***** Material supplied *****

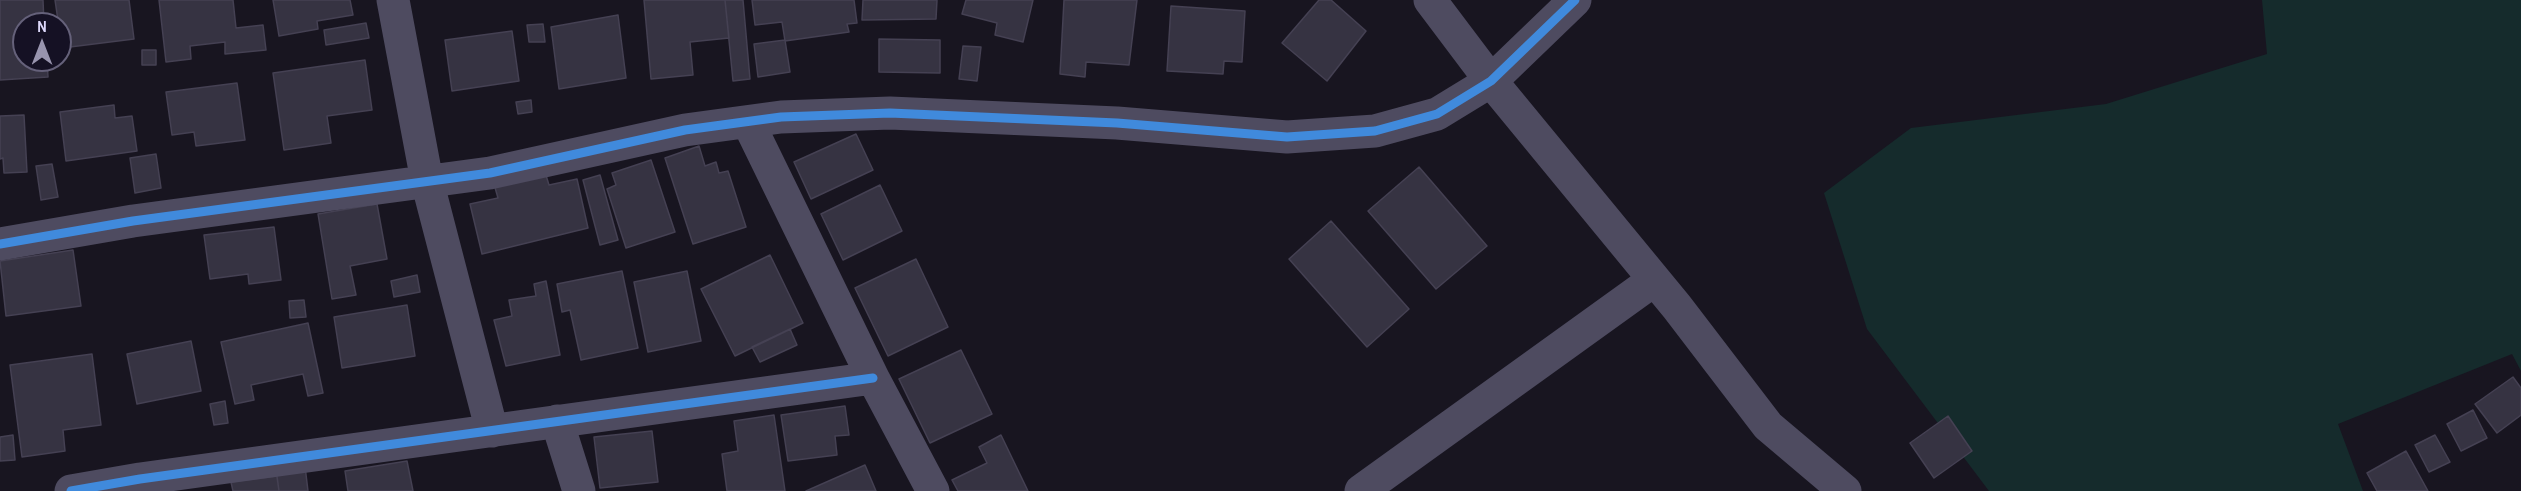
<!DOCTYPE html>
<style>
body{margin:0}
#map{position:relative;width:2521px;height:491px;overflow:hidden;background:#181520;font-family:"Archivo Narrow",sans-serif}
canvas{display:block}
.north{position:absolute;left:12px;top:12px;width:60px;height:60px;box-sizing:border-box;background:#151124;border:2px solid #65617a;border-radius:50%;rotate:0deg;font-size:16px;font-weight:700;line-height:24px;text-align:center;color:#ddd8fb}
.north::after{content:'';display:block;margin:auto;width:21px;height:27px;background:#9894ae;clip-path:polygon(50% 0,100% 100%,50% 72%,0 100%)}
</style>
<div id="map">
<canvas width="2521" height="491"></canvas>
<div class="north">N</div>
</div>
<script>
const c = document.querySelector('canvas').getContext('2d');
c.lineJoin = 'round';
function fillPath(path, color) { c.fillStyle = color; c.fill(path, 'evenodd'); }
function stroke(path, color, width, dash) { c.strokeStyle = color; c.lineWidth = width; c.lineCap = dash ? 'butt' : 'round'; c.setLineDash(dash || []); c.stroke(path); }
const green = new Path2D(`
 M2262,0H2521V371L2512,354L2338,424L2363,491H1989L1867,329L1824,193L1911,128L2106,104L2267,54Z`);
const building = new Path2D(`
 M0,0H43L44,24H24V60H47L48,77L0,80Z
 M55,0H129L134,39L62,48Z
 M159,0H233L236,28L263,25L266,50L225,54V42L190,46L191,59L166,62Z
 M273,0H350L353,15L317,21L318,29L279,36Z
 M644,0H725L729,38L690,42L693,75L651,79Z
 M725,0H743L750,79L733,81Z
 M752,0H854L857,23L847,24L849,32L785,41L782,22L755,25Z
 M863,0H937L936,19L862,20Z
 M966,0H1033L1023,42L995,35L997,23L962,14Z
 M1064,0H1137L1129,65L1086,62L1085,77L1060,74Z
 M1319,0H1331L1366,31L1327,81L1282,43Z
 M1171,6L1245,11L1242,62L1224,61L1223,74L1167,71Z
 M618,15L626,78L559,89L551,27Z
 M366,23L369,38L326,45L324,30Z
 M543,24L545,42H529L527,25Z
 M512,31L519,81L452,91L445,40Z
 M879,39L940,40V73L879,72Z
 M785,40L790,72L758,77L754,44Z
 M963,46L981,47L977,81L959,79Z
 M142,50H156V65H142Z
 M365,60L372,110L327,116L331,143L284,150L273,73Z
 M237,83L245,140L196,146L194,132L172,135L166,92Z
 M531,100L532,112L518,114L516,102Z
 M114,105L115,118L132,116L137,151L66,161L60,112Z
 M24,115L27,172L4,173L3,158L0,159V116Z
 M856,134L873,170L811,199L794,162Z
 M699,146L705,166L716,162L719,173L728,171L746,227L693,244L665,158Z
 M156,154L161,188L135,193L130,158Z
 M651,160L675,232L626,248L607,189L616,185L612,173Z
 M52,164L58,197L41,200L36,166Z
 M1419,167L1487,246L1436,289L1368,211Z
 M545,172L549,185L577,179L588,228L482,254L470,204L498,198L494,184Z
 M600,175L618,240L600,245L583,180Z
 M880,185L902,231L843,260L821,214Z
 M377,204L387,259L350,266L356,295L332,299L318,214Z
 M1331,221L1409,309L1367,347L1289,259Z
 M274,227L281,280L249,284L248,274L210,279L204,235Z
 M73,250L81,306L6,316L0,261Z
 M770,255L803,323L735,356L701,289Z
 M916,259L948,327L888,356L855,288Z
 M622,271L638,348L581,360L570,310L562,312L557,284Z
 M687,271L701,341L648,352L634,282Z
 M417,275L420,292L394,297L391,281Z
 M546,281L560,355L506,366L494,320L512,316L509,300L536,296L534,284Z
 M304,300L306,317L290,318L289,301Z
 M407,305L415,356L342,368L334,317Z
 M308,323L323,393L308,396L303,374L251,385L254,400L235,404L221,342Z
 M790,329L797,345L760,362L752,347Z
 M191,341L201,391L137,404L127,354Z
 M961,350L992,414L930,443L899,379Z
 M92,354L101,425L63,430L65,451L22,457L10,365Z
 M2513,377L2521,388V415L2497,433L2475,404Z
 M225,401L228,423L214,425L210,404Z
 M845,406L849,435L835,436L837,455L788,461L781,415Z
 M2473,410L2487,438L2461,451L2447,424Z
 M774,415L785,491H727L722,454L738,451L734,421Z
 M1948,416L1972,451L1934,478L1910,443Z
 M652,431L658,482L600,488L594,437Z
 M13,435L15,460L0,461V437Z
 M1001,435L1028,491H958L952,480L987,463L979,447Z
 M2435,435L2450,462L2429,472L2415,445Z
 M2406,451L2428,491H2377L2367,473Z
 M407,461L413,491H348L345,471Z
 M865,465L876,491H806Z
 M305,466L308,491H279L276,470Z
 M277,476L279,491H233L231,482Z`);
const minor = new Path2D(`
 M393,0L427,181L492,431
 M1430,0L1491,81L1677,307L1768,426L1845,491
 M748,122L873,378L933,491
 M0,244L133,221L490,173L685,130L781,117L890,113L1117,123L1287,137L1375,131L1437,114L1491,81L1575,0
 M557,421L579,491
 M71,491L140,479L873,378
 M1361,491L1654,280`);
const cycleway = new Path2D(`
 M0,244L133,221L490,173L685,130L781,117L890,113L1117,123L1287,137L1375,131L1437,114L1491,81L1575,0
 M71,491L140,479L873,378`);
fillPath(green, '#152b2c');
fillPath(building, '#363342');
stroke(building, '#454153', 1.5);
stroke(minor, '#4e4b60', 33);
stroke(cycleway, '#408adc', 9);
</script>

*****

- Task to complete
A single figure, please: the number of lines in the data that hold the string "canvas".

- Answer box
3